Both wills and living trusts are legal devices that direct the transfer of assets to heirs. While both are useful estate planning tools, different situations may call for a will, a trust, or both. Knowing the benefits of a trust over a will, will help in your future decisions.
Executor vs. Trustee
An executor is appointed through a will. A trustee is appointed through a trust. While an executor must settle an estate, a trustee is responsible for administering a trust for as long as the trust is in existence.
The 4 Benefits of a Trust over a Will
A trust protects your heirs from creditors. With a will, your heirs will eventually own their inheritance. With a trust, the trust continues to own the assets for the benefit of your heirs. Ownership is the key to creditor protection.
A trust avoids probate. Probate is the court process by which a will is proved valid or invalid. A will has to go through the probate process, while a trust does not. This means that, after you pass away, your will must go through the court system and will become public record. Probate also involves court and attorney’s fees, which can be expensive. A living trust can avoid probate and help maintain privacy while preserving your assets by avoiding unnecessary fees.
A trust gives you control, even after you pass away. A will gives you control of who you leave your assets to, but not how or when they get those assets. If you leave your assets in trust, you can dictate how and when your beneficiaries will receive the assets. You can also set up trusts for specific purposes such as education or charitable donations.
Assets can stay in trust for multiple generations. With a will, your assets will be transferred to your heirs as soon as your estate is settled. Why have a will?

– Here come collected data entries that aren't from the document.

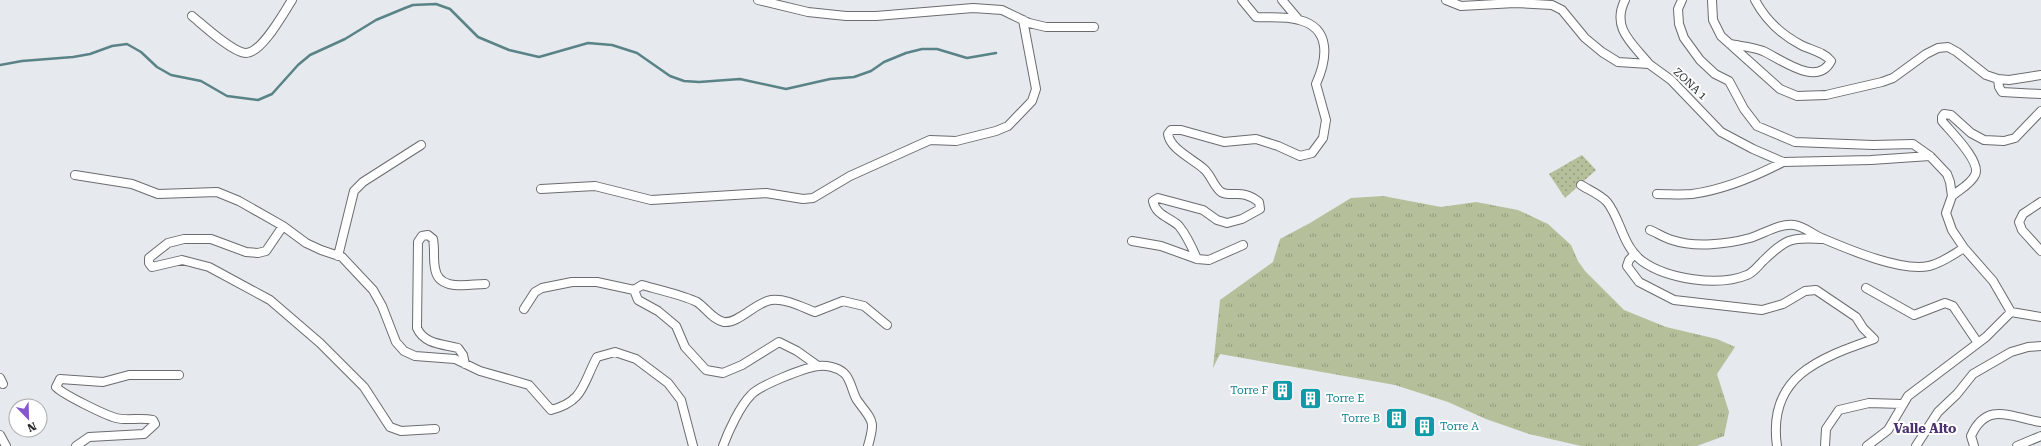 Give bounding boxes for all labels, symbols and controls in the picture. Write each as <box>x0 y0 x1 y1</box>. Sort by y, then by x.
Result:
street label: ZONA 1 <box>1671 65 1709 103</box>
building icon: Torre F <box>1270 377 1296 403</box>
place label: Torre F <box>1230 384 1268 397</box>
building icon: Torre E <box>1298 385 1324 411</box>
place label: Torre E <box>1326 392 1364 405</box>
north arrow <box>8 398 48 438</box>
building icon: Torre B <box>1383 405 1409 431</box>
place label: Torre B <box>1341 412 1380 425</box>
building icon: Torre A <box>1412 413 1438 439</box>
text: N <box>25 419 38 435</box>
place label: Torre A <box>1440 420 1479 433</box>
district label: Valle Alto <box>1894 421 1956 436</box> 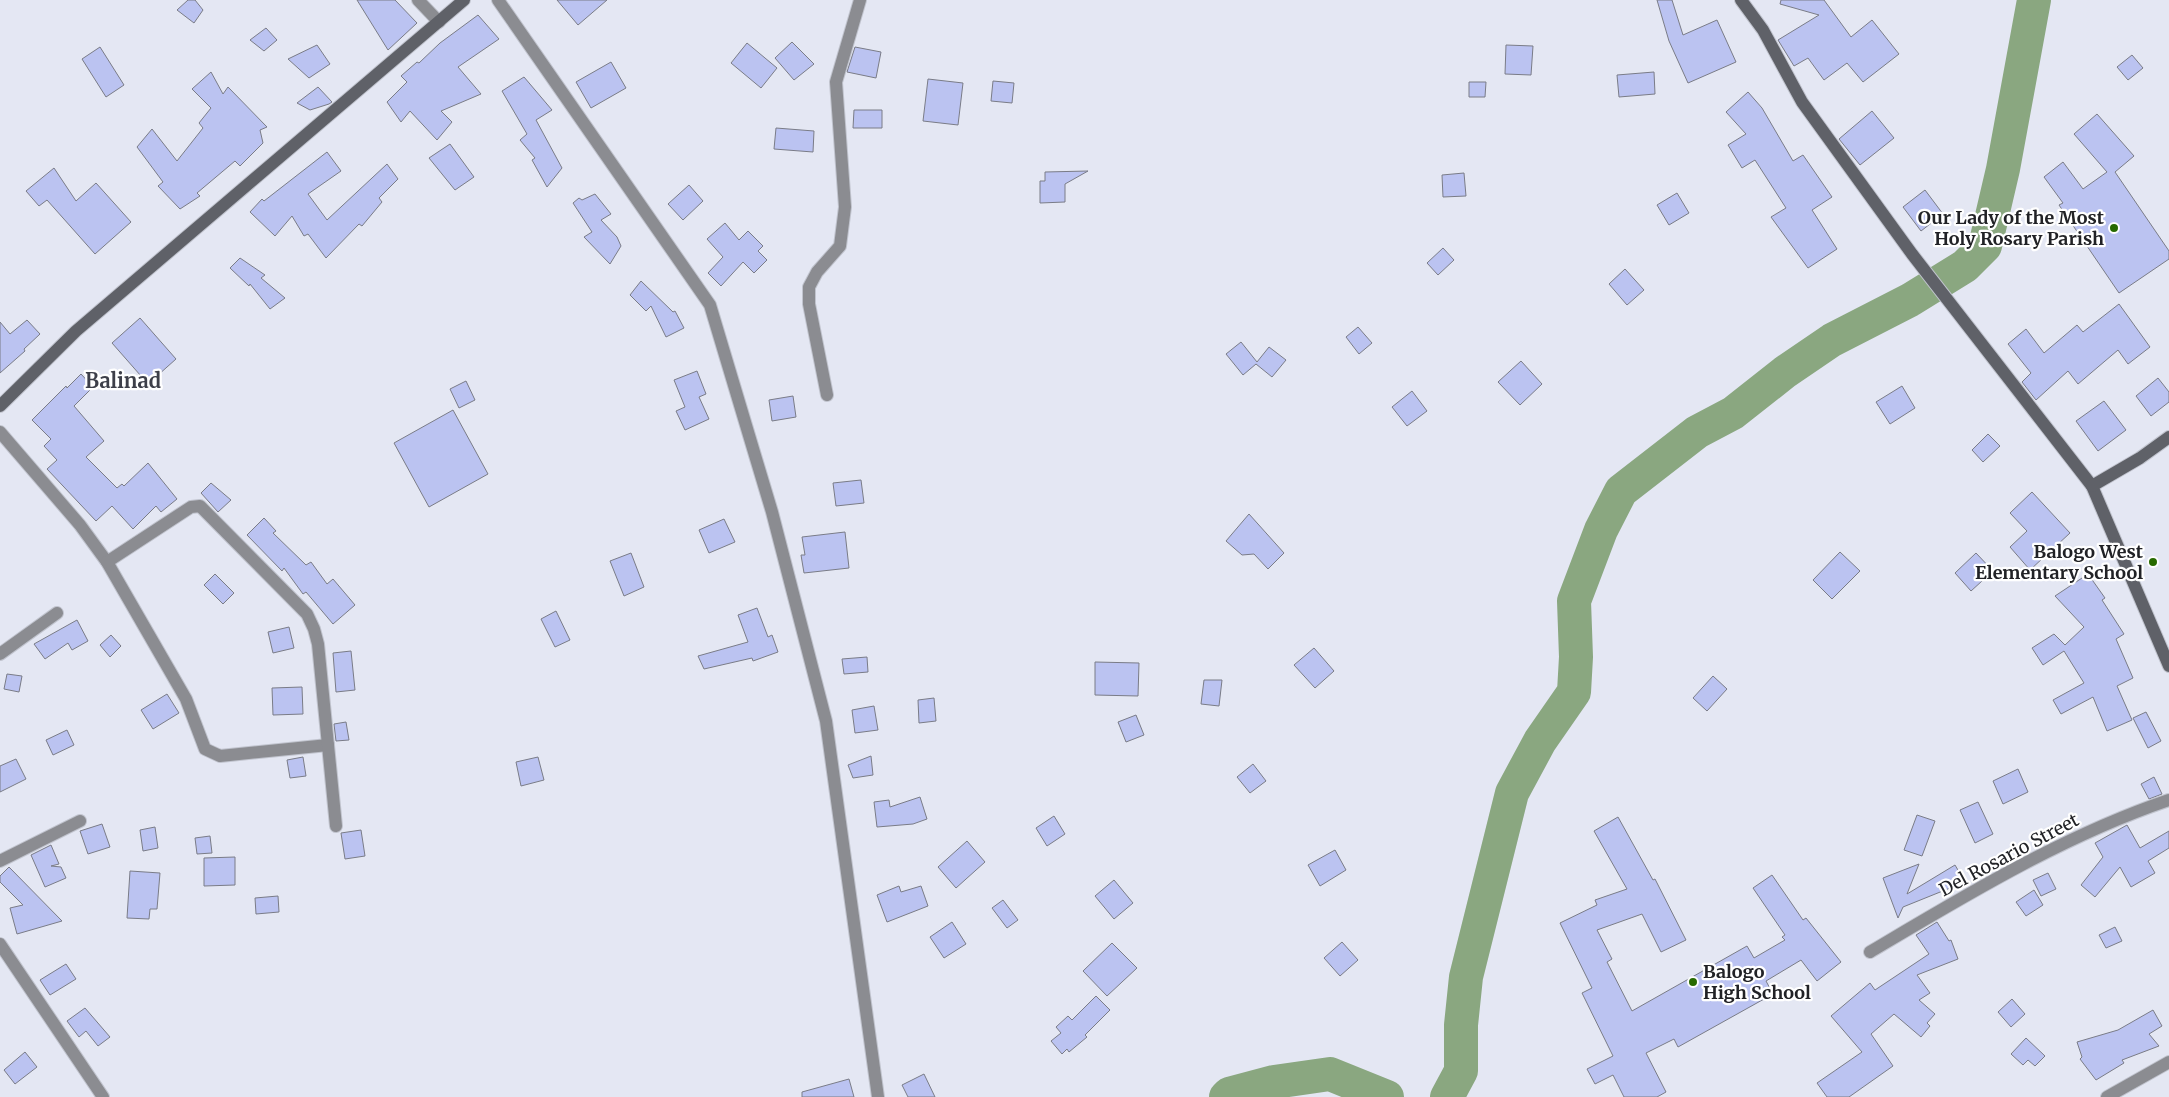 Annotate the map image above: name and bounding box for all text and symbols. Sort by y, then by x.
place label: Our Lady of the Most Holy Rosary Parish [1918,206,2105,250]
marker: Our Lady of the Most Holy Rosary Parish [2108,222,2120,234]
district label: Balinad [85,368,161,393]
place label: Balogo West Elementary School [1975,540,2144,584]
marker: Balogo West Elementary School [2147,556,2159,568]
street label: Del Rosario Street [1935,808,2083,901]
place label: Balogo High School [1703,960,1811,1004]
marker: Balogo High School [1687,976,1699,988]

Although you now know the benefits of a trust over a will, there are reasons to why a will might be better for you. You cannot appoint a guardian through a trust. One benefit of a will is that it must be used to appoint a guardian for minors. Typically, you will want both a will and a trust. Costs for both wills and trusts can vary greatly depending on a variety of factors. A trust may initially cost slightly more than a will.
Don’t Forget this Important Step!
The most important step to creating your revocable living trust is making sure that your assets are titled in the name of the trust. Missing this step can result in your assets being subject to probate which means money to pay court and attorney’s fees that could have gone to your beneficiaries.